What you should do: Collect every line in the records below that contains the word "Chhabra".

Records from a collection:
§ §

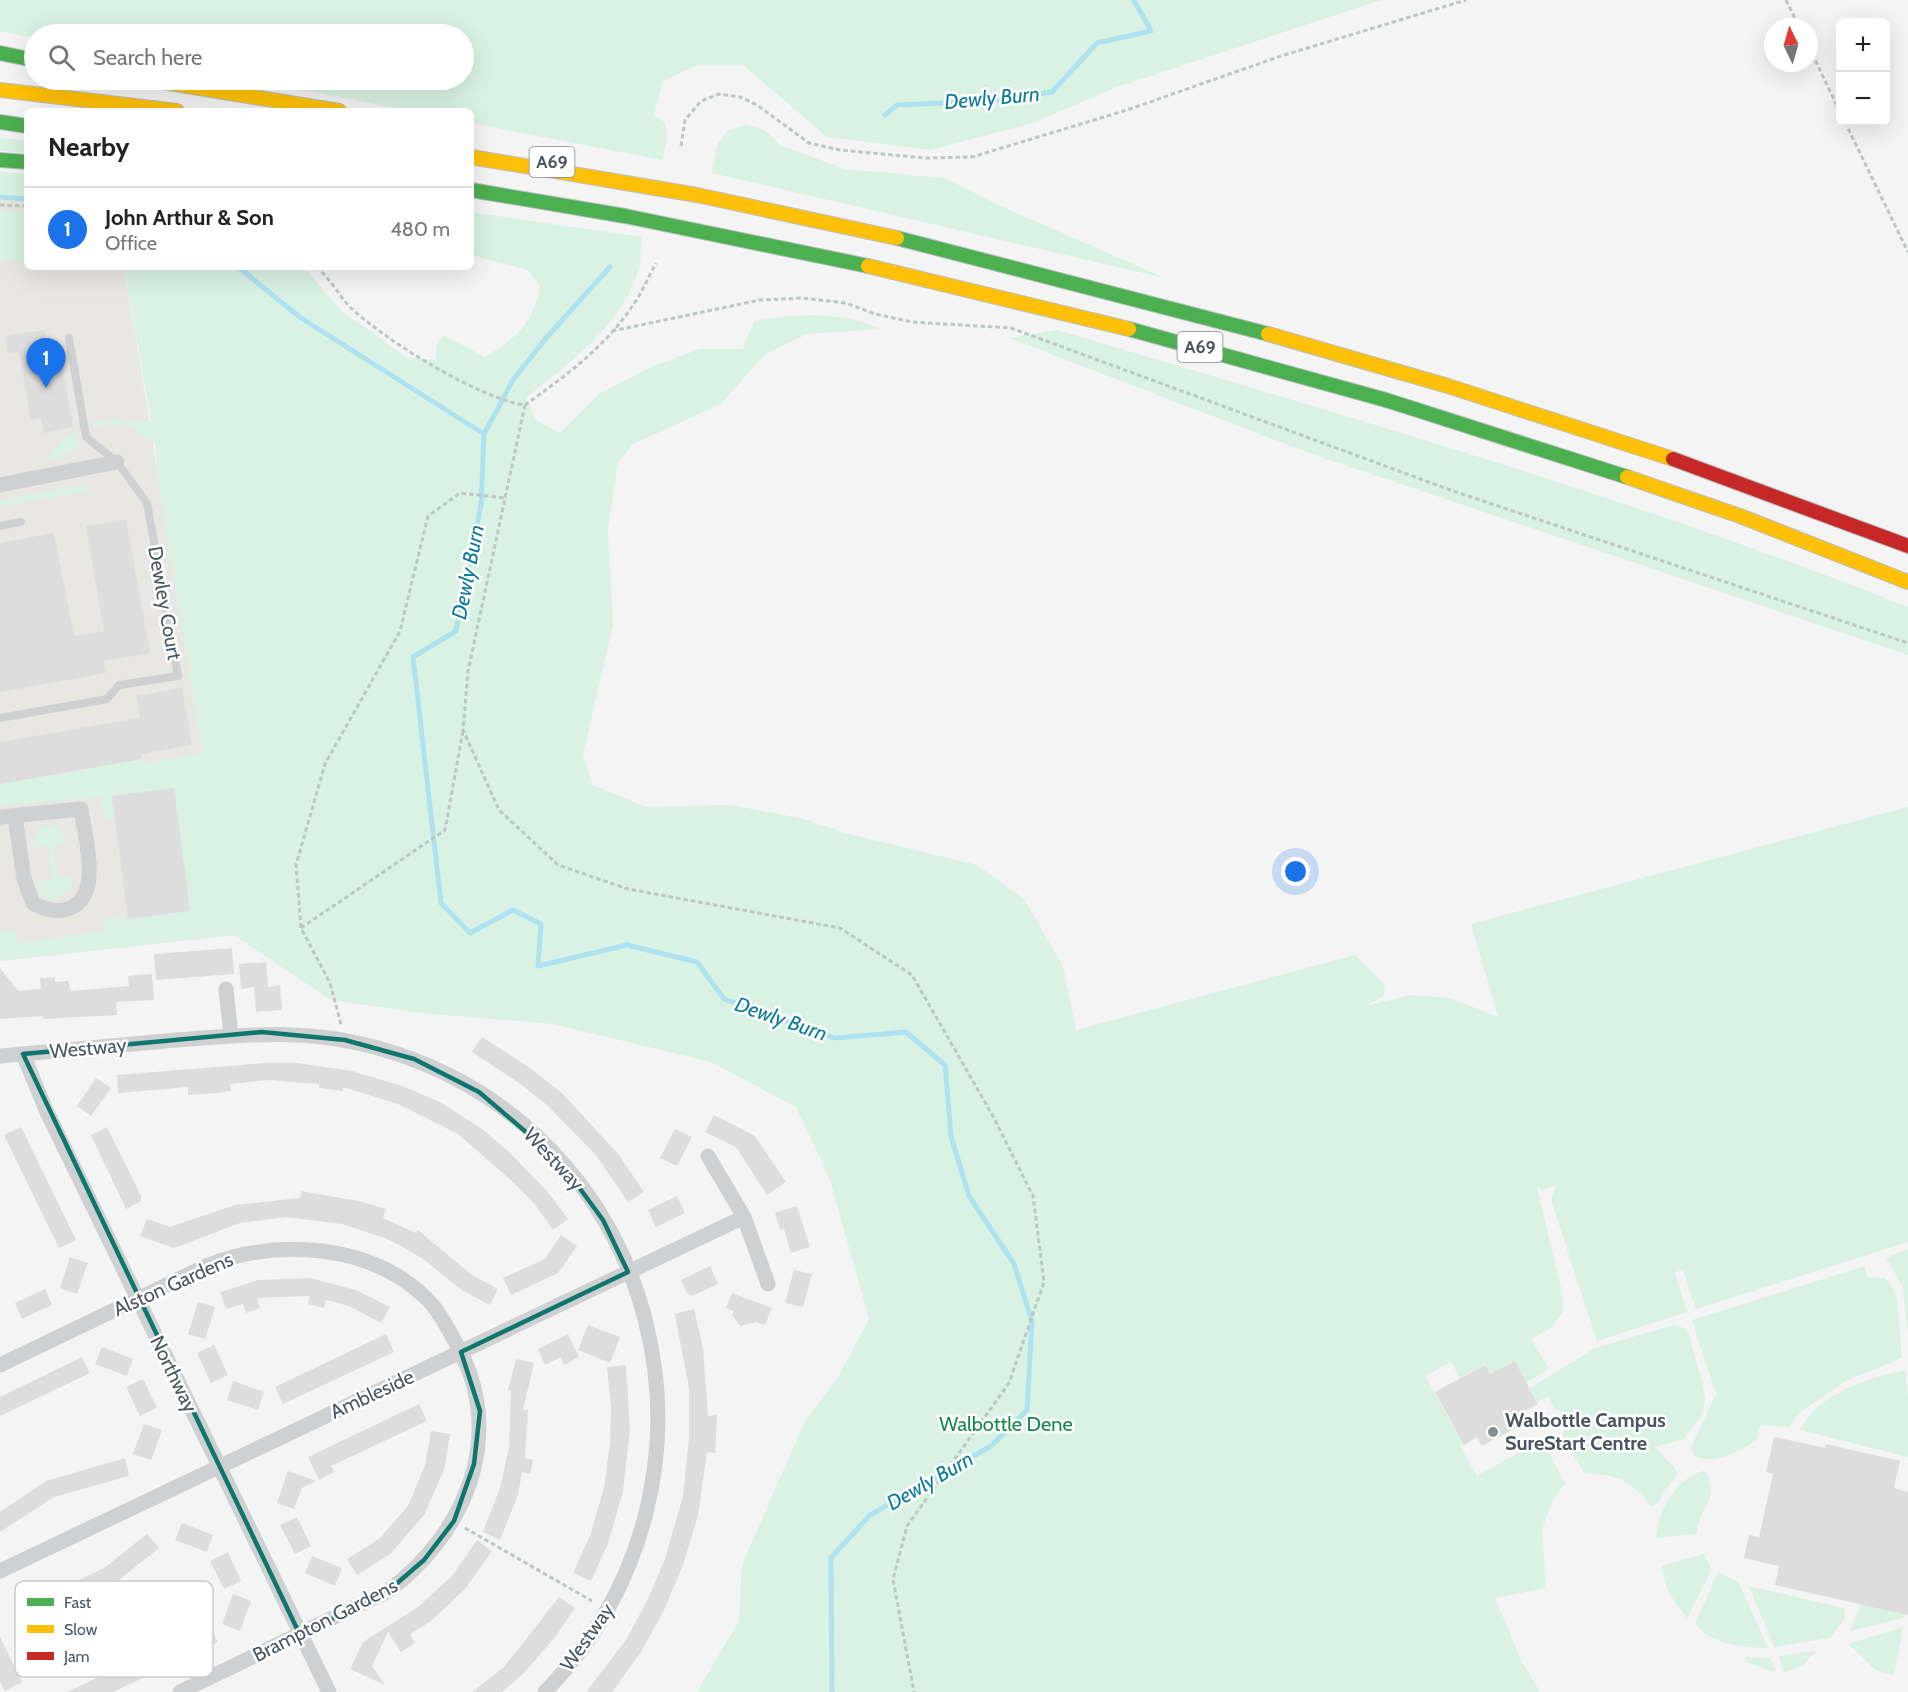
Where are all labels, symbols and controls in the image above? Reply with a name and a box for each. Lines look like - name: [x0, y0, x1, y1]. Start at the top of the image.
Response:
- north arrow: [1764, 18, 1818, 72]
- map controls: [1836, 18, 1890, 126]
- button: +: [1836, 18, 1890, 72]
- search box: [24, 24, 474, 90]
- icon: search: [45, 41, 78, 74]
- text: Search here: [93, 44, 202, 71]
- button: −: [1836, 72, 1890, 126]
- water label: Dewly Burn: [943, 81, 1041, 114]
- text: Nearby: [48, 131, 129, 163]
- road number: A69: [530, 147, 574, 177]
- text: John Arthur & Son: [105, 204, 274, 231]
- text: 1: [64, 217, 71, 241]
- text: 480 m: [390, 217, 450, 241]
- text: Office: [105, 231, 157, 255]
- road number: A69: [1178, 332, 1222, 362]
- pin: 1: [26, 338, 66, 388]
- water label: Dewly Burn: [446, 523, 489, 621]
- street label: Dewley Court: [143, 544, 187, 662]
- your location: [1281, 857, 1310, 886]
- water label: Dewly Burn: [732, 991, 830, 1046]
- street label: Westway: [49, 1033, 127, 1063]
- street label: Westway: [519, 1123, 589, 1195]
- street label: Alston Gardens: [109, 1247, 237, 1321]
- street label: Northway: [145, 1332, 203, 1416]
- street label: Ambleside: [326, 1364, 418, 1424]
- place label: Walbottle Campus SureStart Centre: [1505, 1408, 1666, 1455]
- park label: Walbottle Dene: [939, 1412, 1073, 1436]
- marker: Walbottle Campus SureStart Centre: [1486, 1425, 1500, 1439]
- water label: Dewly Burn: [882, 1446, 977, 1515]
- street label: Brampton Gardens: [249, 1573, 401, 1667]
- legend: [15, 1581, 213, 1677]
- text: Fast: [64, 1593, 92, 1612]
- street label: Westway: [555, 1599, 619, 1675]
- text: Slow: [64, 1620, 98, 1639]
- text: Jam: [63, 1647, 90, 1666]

§ §

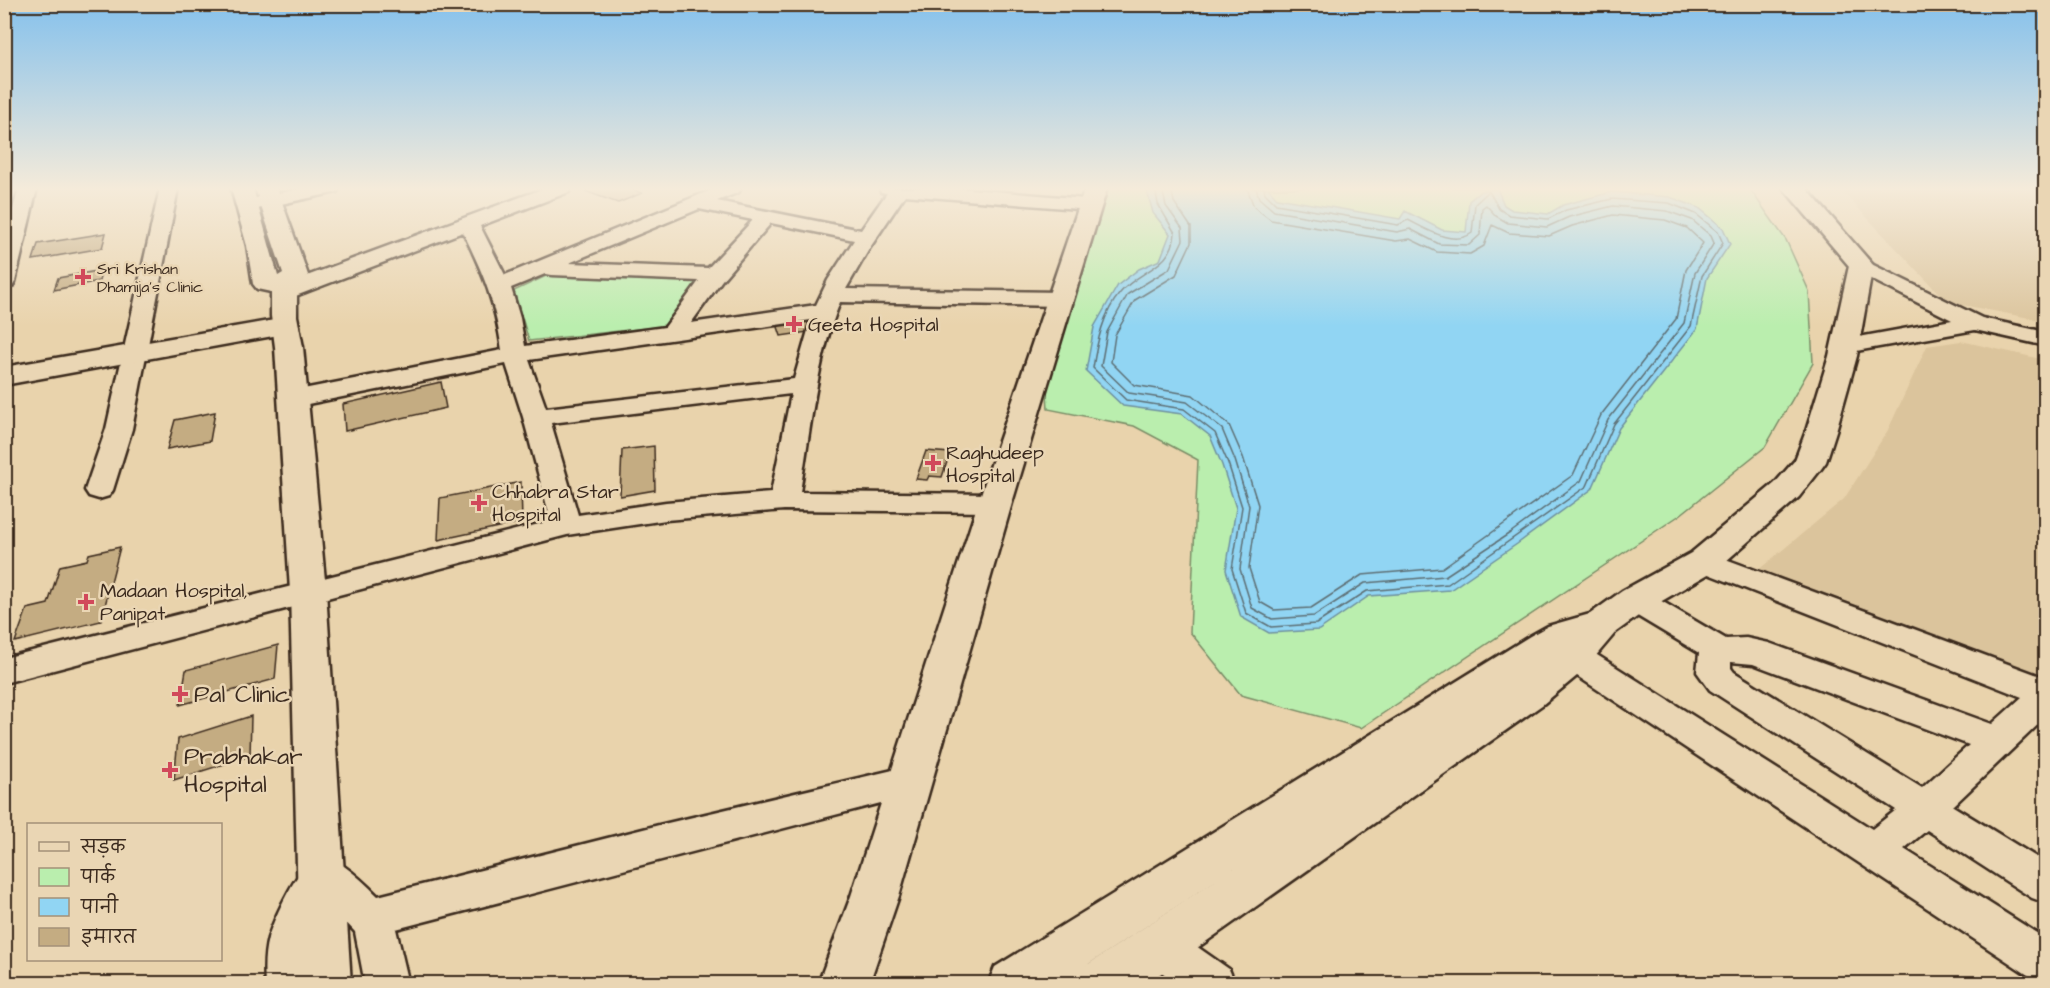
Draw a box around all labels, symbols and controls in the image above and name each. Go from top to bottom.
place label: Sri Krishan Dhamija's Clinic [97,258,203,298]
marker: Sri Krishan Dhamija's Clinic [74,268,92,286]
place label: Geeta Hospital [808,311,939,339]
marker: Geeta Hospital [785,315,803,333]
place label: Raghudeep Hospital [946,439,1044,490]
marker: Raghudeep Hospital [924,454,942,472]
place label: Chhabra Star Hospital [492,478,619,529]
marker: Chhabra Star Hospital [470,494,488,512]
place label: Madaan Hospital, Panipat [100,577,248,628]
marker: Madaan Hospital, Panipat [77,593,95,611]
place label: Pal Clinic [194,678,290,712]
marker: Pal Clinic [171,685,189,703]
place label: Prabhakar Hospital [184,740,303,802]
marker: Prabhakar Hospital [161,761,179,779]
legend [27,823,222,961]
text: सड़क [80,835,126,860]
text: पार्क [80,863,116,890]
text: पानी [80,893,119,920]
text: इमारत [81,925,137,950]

§ §

Task answer:
place label: Chhabra Star Hospital [492,478,619,529]
marker: Chhabra Star Hospital [470,494,488,512]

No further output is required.